Records excerpted from a collection
........

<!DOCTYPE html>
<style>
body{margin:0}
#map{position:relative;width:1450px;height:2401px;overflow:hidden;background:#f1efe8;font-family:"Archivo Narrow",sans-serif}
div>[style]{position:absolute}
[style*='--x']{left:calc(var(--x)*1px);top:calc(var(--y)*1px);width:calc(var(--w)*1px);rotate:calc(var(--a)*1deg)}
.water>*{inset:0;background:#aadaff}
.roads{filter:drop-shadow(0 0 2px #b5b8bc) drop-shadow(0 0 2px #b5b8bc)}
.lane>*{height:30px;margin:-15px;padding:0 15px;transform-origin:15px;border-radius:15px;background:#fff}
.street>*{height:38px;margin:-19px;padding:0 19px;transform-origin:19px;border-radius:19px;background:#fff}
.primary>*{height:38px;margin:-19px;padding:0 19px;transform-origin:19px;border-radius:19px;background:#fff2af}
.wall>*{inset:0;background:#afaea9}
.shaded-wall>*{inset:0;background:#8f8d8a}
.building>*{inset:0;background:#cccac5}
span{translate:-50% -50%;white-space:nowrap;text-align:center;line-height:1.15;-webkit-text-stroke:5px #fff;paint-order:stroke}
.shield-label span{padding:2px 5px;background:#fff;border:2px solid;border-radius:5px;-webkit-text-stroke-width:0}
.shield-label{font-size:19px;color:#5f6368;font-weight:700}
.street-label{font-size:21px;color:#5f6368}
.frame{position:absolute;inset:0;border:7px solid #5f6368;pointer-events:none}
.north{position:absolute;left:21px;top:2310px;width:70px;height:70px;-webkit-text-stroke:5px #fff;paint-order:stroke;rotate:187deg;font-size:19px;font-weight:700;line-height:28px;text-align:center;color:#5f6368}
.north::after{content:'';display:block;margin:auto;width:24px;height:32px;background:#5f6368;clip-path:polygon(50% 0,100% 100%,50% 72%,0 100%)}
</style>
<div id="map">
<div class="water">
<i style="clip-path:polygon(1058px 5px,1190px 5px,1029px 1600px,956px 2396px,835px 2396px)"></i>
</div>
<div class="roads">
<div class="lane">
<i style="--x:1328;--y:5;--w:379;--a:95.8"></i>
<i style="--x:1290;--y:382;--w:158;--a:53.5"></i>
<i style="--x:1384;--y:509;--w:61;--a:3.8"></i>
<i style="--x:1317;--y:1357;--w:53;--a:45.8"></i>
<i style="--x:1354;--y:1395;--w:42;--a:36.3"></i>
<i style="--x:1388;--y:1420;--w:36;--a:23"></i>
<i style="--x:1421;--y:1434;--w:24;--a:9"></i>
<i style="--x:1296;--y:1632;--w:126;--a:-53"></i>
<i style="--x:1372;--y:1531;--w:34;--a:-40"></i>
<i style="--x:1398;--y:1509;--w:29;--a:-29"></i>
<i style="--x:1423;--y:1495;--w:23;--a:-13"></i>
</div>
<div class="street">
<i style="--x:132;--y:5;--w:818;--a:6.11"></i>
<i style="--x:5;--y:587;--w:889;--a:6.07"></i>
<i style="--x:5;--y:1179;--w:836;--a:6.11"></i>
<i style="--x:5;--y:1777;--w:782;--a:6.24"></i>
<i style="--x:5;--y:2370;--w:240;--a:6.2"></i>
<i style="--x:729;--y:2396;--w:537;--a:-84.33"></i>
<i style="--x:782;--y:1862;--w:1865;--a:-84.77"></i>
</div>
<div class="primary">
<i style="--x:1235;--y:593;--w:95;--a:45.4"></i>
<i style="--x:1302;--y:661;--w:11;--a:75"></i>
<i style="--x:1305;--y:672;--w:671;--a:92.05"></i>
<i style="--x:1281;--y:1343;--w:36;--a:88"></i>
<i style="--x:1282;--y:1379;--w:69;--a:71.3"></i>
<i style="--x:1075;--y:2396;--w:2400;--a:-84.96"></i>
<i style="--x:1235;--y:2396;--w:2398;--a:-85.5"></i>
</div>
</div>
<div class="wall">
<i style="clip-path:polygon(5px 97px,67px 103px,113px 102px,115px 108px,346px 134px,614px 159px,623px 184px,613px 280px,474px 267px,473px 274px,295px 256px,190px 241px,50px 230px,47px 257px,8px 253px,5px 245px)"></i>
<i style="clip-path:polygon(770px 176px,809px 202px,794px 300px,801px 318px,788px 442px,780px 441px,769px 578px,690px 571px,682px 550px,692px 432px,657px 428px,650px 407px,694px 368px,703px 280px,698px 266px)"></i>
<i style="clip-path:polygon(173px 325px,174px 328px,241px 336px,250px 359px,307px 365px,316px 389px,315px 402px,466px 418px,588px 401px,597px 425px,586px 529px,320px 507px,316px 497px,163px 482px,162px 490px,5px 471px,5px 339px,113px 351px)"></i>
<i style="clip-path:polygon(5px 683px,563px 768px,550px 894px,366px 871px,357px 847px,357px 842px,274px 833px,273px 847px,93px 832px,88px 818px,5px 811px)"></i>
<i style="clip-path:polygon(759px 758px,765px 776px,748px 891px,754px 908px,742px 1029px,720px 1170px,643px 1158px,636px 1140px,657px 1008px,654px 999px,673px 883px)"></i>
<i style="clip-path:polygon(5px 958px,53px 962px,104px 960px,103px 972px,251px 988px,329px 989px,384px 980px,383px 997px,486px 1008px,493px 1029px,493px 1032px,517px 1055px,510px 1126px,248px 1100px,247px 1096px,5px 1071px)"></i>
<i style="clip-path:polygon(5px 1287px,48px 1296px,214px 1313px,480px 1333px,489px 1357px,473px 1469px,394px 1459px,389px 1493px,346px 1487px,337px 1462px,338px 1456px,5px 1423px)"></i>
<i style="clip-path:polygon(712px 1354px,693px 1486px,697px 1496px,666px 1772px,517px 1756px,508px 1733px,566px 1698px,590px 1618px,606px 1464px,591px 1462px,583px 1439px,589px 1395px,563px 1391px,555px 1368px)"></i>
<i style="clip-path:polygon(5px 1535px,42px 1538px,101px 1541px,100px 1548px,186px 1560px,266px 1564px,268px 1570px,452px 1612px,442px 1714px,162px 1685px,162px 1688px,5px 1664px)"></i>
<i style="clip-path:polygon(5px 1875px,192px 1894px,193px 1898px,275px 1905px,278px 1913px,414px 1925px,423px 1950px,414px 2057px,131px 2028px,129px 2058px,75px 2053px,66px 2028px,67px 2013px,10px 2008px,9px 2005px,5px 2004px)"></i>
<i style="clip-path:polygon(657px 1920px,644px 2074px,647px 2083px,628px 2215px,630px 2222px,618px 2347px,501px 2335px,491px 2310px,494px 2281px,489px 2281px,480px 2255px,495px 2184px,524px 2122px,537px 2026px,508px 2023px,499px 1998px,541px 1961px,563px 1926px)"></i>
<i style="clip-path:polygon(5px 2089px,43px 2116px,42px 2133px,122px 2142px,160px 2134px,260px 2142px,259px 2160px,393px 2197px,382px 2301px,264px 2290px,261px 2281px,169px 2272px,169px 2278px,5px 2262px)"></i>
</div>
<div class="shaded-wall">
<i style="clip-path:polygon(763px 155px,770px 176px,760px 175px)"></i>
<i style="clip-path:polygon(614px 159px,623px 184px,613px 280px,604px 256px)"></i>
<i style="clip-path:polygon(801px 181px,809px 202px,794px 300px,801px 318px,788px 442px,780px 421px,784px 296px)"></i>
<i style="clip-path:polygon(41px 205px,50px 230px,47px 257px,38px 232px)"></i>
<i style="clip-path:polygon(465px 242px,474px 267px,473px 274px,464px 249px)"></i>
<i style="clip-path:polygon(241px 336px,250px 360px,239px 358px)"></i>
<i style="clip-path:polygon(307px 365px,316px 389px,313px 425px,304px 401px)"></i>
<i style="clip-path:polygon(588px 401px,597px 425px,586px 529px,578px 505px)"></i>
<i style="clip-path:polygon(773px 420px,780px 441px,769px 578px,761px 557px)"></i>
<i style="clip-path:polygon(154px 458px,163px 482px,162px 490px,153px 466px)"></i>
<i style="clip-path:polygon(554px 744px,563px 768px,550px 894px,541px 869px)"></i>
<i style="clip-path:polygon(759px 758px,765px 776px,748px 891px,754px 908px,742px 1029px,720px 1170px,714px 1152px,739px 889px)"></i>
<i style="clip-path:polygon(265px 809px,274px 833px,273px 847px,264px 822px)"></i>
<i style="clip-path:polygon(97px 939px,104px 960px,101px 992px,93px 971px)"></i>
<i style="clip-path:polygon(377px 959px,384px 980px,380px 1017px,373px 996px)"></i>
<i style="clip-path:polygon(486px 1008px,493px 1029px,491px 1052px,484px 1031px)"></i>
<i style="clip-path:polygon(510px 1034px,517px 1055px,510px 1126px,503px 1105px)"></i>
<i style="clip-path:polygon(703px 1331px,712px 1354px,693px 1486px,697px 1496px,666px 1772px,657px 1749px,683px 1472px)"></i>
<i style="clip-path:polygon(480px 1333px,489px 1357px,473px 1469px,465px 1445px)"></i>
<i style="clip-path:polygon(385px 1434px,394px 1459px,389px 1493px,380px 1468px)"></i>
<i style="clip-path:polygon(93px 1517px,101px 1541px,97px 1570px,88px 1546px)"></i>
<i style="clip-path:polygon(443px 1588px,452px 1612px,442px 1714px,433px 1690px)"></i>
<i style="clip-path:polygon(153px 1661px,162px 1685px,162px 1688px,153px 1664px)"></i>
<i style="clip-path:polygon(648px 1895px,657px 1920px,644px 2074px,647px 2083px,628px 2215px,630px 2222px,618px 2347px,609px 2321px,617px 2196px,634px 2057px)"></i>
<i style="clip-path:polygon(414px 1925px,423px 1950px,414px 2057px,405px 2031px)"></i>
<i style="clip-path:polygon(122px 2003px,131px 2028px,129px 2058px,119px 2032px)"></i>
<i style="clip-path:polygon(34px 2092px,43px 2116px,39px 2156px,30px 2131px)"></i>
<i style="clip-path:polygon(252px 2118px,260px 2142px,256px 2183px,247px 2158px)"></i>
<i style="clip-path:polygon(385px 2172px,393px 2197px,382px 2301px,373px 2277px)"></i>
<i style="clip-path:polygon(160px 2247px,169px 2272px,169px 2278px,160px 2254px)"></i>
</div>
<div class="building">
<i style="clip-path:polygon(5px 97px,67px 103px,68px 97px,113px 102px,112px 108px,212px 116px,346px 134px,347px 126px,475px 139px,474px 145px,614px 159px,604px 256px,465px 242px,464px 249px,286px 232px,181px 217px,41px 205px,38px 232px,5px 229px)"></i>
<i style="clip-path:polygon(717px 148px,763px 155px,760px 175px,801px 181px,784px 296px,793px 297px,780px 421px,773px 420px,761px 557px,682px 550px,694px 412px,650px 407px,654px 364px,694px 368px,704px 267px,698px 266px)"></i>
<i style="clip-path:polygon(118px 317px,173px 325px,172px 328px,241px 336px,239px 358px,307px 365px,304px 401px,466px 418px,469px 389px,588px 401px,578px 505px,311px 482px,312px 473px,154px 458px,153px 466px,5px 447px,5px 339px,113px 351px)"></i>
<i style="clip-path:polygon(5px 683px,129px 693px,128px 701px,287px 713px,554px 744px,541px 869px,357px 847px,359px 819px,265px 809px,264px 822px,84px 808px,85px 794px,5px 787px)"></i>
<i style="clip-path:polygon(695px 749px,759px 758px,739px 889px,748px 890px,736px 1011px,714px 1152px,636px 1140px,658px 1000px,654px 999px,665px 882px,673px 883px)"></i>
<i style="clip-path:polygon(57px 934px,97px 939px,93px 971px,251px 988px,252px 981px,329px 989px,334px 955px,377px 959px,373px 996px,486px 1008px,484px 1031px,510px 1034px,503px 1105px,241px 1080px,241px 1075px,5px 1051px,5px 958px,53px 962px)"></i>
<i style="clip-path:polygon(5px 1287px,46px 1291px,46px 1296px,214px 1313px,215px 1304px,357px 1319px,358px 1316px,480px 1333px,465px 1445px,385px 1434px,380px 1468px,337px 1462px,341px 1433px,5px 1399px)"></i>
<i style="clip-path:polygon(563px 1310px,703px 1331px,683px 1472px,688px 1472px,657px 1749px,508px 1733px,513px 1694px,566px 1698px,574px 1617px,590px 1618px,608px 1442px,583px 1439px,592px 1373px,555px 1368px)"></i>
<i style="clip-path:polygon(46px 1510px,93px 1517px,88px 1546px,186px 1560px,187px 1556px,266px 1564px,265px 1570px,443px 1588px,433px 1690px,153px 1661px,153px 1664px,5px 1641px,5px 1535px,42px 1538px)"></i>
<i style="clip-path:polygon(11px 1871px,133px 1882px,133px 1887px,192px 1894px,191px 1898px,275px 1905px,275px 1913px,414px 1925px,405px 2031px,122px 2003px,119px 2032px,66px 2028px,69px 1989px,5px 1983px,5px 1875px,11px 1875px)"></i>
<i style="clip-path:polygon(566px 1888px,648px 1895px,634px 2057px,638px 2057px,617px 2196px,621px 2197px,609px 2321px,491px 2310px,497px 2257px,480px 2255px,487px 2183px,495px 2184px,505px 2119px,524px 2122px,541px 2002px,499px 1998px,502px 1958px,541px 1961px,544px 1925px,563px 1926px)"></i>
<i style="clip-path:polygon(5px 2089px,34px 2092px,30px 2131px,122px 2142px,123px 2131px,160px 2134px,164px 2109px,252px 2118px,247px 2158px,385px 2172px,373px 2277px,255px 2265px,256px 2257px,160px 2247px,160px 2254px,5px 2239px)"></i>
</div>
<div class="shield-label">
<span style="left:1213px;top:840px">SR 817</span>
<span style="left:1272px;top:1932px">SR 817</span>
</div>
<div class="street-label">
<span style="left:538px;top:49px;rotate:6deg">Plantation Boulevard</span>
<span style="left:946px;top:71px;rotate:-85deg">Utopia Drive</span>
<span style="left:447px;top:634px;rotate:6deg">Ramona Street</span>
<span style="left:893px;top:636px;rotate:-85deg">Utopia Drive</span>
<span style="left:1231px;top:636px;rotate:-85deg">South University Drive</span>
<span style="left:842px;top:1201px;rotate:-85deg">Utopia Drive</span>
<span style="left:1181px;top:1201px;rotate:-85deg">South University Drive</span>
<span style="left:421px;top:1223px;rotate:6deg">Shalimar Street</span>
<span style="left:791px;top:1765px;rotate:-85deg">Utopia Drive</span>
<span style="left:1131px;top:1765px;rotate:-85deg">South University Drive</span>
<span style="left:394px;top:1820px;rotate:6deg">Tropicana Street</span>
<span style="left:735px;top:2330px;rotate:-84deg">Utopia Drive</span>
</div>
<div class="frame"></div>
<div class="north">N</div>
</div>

........

What you have to do
Every line above in which the word "roads" occurs needs to be copied.

Completed task
.roads{filter:drop-shadow(0 0 2px #b5b8bc) drop-shadow(0 0 2px #b5b8bc)}
<div class="roads">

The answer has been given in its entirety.